(Saved entries)
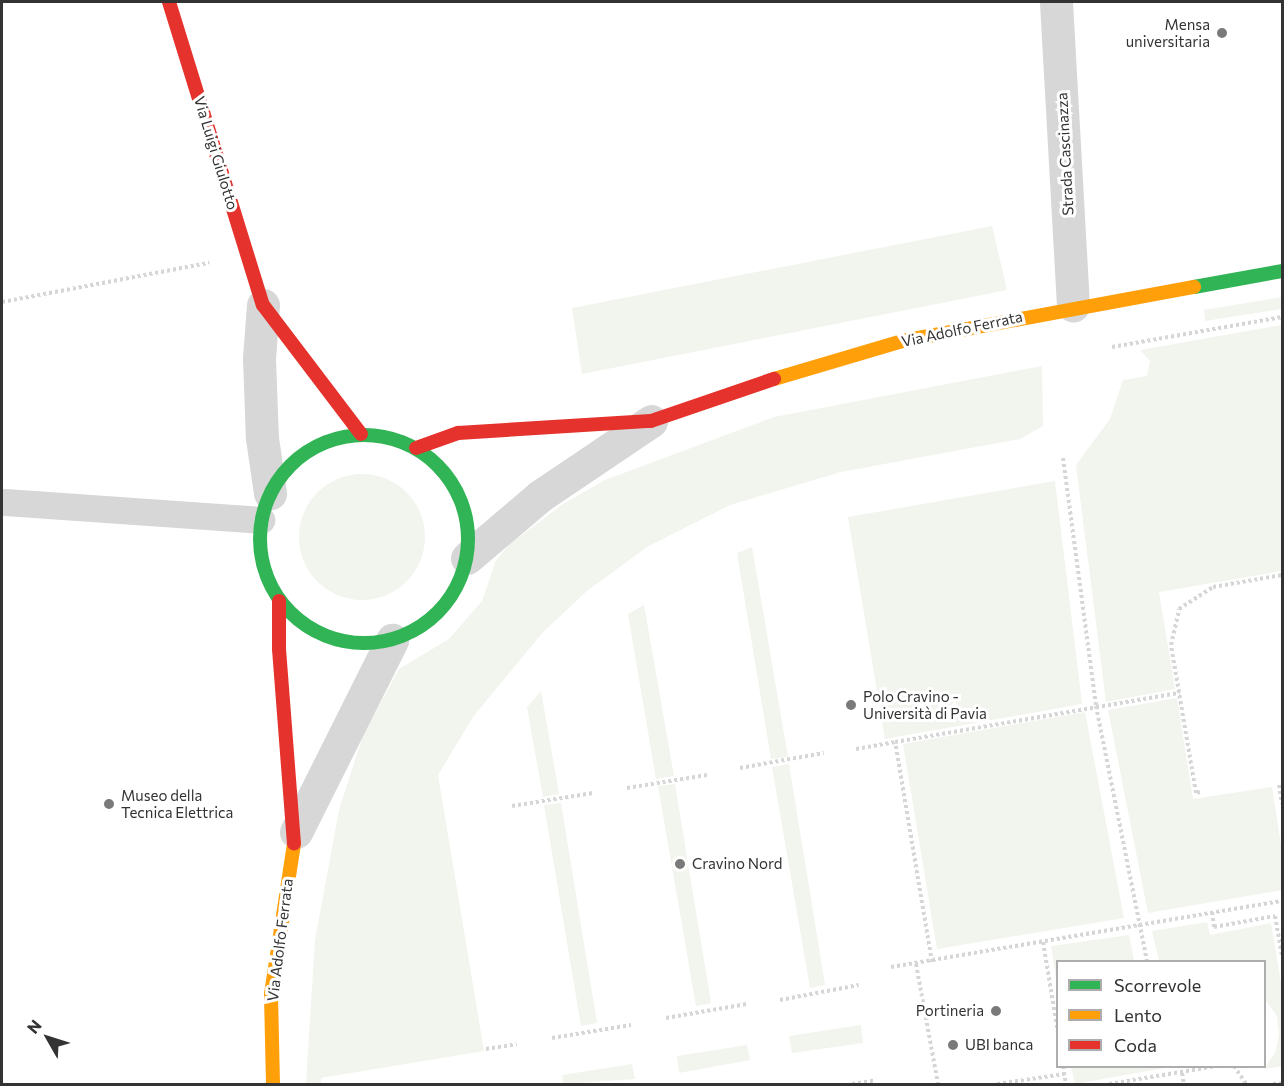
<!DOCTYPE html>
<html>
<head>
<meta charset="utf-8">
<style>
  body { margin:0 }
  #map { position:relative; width:1284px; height:1086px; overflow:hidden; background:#fff; font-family:Commissioner,sans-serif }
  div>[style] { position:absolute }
  .green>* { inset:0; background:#f1f5ed }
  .round { border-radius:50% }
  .path>* { height:4px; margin-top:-2px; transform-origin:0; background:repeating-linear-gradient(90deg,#d6d6d6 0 3px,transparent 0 6px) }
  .lane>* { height:27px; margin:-13.5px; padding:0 13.5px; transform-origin:13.5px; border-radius:13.5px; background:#d7d7d7 }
  .street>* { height:33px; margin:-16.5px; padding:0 16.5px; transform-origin:16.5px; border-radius:16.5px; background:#d7d7d7 }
  .fast>* { height:14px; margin:-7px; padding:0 7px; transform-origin:7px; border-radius:7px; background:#30b455 }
  .fast>.ring { margin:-7px; padding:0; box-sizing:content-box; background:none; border:14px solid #30b455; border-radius:50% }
  .slow>* { height:14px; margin:-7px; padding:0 7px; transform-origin:7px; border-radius:7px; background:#ff9f0a }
  .jam>* { height:14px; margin:-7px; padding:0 7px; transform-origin:7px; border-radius:7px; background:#e5322d }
  .dots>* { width:16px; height:16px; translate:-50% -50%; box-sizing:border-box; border:3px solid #fff; border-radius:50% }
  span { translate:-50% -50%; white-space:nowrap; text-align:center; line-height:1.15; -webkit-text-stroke:6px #fff; paint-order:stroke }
  .poi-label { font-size:15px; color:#333 }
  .right { translate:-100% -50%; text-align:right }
  .left { translate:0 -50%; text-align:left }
  .street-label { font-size:15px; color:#333 }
  .frame { position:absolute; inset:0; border:3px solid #333; pointer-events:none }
  .legend { position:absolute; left:1056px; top:960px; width:210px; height:108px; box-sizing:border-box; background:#fff; border:2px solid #adadad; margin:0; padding:8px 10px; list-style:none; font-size:18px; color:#333 }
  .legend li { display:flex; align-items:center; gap:12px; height:30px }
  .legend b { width:30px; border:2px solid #adadad }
  .north { position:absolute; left:18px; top:1008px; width:60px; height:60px; -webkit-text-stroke:4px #fff; paint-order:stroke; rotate:309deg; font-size:16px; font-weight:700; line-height:24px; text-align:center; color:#333 }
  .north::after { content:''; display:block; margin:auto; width:21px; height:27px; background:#333; clip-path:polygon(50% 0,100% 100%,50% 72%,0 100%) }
</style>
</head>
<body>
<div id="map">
  <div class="green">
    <i style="clip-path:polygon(992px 226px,1007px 290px,582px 374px,572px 308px)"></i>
    <i style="clip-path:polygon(1282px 297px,1282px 309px,1205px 321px,1204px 310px)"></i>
    <i style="clip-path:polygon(1282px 325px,1282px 571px,1159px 592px,1175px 689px,1106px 702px,1076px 465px,1110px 419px,1123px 380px,1147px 376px,1150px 361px,1140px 350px)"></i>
    <i style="clip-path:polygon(1042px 366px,1043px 426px,1020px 439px,841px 472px,730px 505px,647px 547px,587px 591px,543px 632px,473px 717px,438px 775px,484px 1051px,321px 1078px,321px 1084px,306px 1084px,315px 940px,339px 810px,363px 735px,399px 669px,449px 639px,482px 601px,496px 560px,510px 544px,563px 504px,605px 480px,774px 417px)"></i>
    <i class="round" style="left:299px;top:474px;width:126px;height:126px"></i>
    <i style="clip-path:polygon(1055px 481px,1082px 704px,885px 739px,848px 517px)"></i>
    <i style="clip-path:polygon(752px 547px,788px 757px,771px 759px,737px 553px)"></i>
    <i style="clip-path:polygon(644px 605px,674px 776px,656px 779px,628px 614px)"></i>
    <i style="clip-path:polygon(541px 691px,559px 794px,543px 797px,527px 707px)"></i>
    <i style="clip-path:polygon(1177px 698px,1193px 799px,1272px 787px,1282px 851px,1282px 890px,1148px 913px,1108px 710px)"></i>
    <i style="clip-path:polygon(1085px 712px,1124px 918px,937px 949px,903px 744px)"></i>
    <i style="clip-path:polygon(789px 764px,825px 985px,810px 988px,772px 767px)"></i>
    <i style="clip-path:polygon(675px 784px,711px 1003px,696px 1006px,658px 786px)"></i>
    <i style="clip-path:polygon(561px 803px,597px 1023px,581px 1026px,544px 805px)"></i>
    <i style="clip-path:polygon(1207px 922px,1210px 935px,1271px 923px,1282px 989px,1282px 1066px,1264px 1069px,1276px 1051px,1279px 1034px,1277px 1016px,1265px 999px,1264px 962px,1159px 961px,1152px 931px)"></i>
    <i style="clip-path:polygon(1129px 935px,1134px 961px,1058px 962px,1057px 985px,1051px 946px)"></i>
    <i style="clip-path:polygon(861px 1025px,863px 1043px,792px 1053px,789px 1036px)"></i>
    <i style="clip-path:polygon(747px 1045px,750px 1060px,679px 1073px,677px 1056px)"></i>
    <i style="clip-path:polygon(632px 1064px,635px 1079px,563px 1084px,562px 1075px)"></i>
    <i style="clip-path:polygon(1176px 1066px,1075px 1084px,1071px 1067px,1071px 1066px)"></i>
  </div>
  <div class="path">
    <i style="left:2px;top:302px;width:211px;rotate:-10.7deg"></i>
    <i style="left:1112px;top:347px;width:173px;rotate:-10deg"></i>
    <i style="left:1063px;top:458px;width:250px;rotate:82.4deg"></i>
    <i style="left:1096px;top:706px;width:261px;rotate:78.7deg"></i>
    <i style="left:856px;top:749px;width:40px;rotate:-10deg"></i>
    <i style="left:740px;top:768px;width:85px;rotate:-10.1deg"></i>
    <i style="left:1279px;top:785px;width:19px;rotate:81deg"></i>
    <i style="left:627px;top:788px;width:81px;rotate:-9.2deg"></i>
    <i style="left:1200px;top:792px;width:4px;rotate:166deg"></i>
    <i style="left:1196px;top:793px;width:150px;rotate:-99.6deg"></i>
    <i style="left:1171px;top:645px;width:37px;rotate:-77deg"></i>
    <i style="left:1179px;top:609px;width:40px;rotate:-32.9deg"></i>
    <i style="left:1213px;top:587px;width:70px;rotate:-9.9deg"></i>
    <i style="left:512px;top:806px;width:82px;rotate:-9.1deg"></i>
    <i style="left:1212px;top:912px;width:15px;rotate:82deg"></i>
    <i style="left:1214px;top:927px;width:62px;rotate:-10.2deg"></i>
    <i style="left:1275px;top:916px;width:40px;rotate:80deg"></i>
    <i style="left:1043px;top:942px;width:92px;rotate:80.6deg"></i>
    <i style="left:932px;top:962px;width:223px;rotate:-99.5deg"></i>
    <i style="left:895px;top:742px;width:289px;rotate:-9.8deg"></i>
    <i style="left:916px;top:964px;width:122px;rotate:79.6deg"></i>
    <i style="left:891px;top:967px;width:397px;rotate:-9.6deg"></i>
    <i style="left:780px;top:1000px;width:80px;rotate:-10.8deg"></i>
    <i style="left:666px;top:1018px;width:82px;rotate:-9.8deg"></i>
    <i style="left:552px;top:1038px;width:80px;rotate:-9.3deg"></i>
    <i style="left:486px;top:1049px;width:31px;rotate:-9deg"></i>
    <i style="left:1063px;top:1066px;width:18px;rotate:81deg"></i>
    <i style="left:1234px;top:1066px;width:22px;rotate:56deg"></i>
    <i style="left:1182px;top:1073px;width:11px;rotate:80deg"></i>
    <i style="left:852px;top:1084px;width:24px;rotate:-9deg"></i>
    <i style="left:997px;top:1084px;width:68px;rotate:-8.5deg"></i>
    <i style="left:1109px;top:1084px;width:109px;rotate:-9.5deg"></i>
    <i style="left:1273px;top:1084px;width:9px;rotate:-6deg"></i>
  </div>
  <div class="lane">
    <i style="left:5px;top:502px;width:257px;rotate:4deg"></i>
  </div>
  <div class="street">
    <i style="left:1056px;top:2px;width:304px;rotate:86.8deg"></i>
    <i style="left:263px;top:305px;width:53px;rotate:94.3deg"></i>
    <i style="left:259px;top:358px;width:80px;rotate:87.9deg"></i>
    <i style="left:262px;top:438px;width:56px;rotate:81.7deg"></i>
    <i style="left:467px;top:558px;width:96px;rotate:-40.3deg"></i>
    <i style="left:540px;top:496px;width:134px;rotate:-34deg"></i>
    <i style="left:296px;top:832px;width:215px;rotate:-63.4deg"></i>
  </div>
  <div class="fast">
    <i style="left:1194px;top:287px;width:89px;rotate:-10.3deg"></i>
    <i class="ring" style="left:260px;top:435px;width:194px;height:194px"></i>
  </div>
  <div class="slow">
    <i style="left:774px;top:379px;width:134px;rotate:-16.5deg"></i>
    <i style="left:902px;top:341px;width:297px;rotate:-10.5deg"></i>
    <i style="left:273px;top:1084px;width:90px;rotate:-91.3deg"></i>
    <i style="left:271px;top:994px;width:153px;rotate:-81.3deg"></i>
  </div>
  <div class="jam">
    <i style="left:169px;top:2px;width:317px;rotate:72.8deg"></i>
    <i style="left:263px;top:305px;width:162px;rotate:52.8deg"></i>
    <i style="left:416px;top:448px;width:45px;rotate:-19.7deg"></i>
    <i style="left:458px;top:433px;width:193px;rotate:-3.6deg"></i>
    <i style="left:651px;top:421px;width:130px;rotate:-18.9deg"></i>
    <i style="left:279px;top:601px;width:48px;rotate:90deg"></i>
    <i style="left:279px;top:649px;width:195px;rotate:85.6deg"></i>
  </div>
  <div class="dots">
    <i style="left:1222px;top:33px;background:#7a7a7a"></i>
    <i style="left:851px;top:705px;background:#7a7a7a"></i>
    <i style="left:109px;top:804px;background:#7a7a7a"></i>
    <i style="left:680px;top:864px;background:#7a7a7a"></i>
    <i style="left:996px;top:1011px;background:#7a7a7a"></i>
    <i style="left:953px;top:1045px;background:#7a7a7a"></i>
  </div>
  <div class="poi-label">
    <span class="right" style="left:1210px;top:33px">Mensa<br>universitaria</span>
    <span class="left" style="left:863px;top:705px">Polo Cravino -<br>Università di Pavia</span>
    <span class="left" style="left:121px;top:804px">Museo della<br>Tecnica Elettrica</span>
    <span class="left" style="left:692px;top:864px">Cravino Nord</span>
    <span class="right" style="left:984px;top:1011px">Portineria</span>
    <span class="left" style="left:965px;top:1045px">UBI banca</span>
  </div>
  <div class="street-label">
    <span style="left:216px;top:153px;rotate:73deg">Via Luigi Giulotto</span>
    <span style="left:1065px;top:154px;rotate:-93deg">Strada Cascinazza</span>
    <span style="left:962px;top:329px;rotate:-12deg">Via Adolfo Ferrata</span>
    <span style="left:280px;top:940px;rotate:-83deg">Via Adolfo Ferrata</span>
  </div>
  <div class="frame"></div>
  <ul class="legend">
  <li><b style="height:8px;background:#30b455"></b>Scorrevole</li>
  <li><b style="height:8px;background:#ff9f0a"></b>Lento</li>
  <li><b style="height:8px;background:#e5322d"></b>Coda</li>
  </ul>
  <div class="north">N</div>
</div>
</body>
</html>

## TASK INSTRUCTIONS
What is needed is an exact retyping of the lines from the start of the data through the line with "position:relative; width:1284px; height:1086px;", with both end lines kept and every picture left out.

## THE COMPLETED TASK
<!DOCTYPE html>
<html>
<head>
<meta charset="utf-8">
<style>
  body { margin:0 }
  #map { position:relative; width:1284px; height:1086px; overflow:hidden; background:#fff; font-family:Commissioner,sans-serif }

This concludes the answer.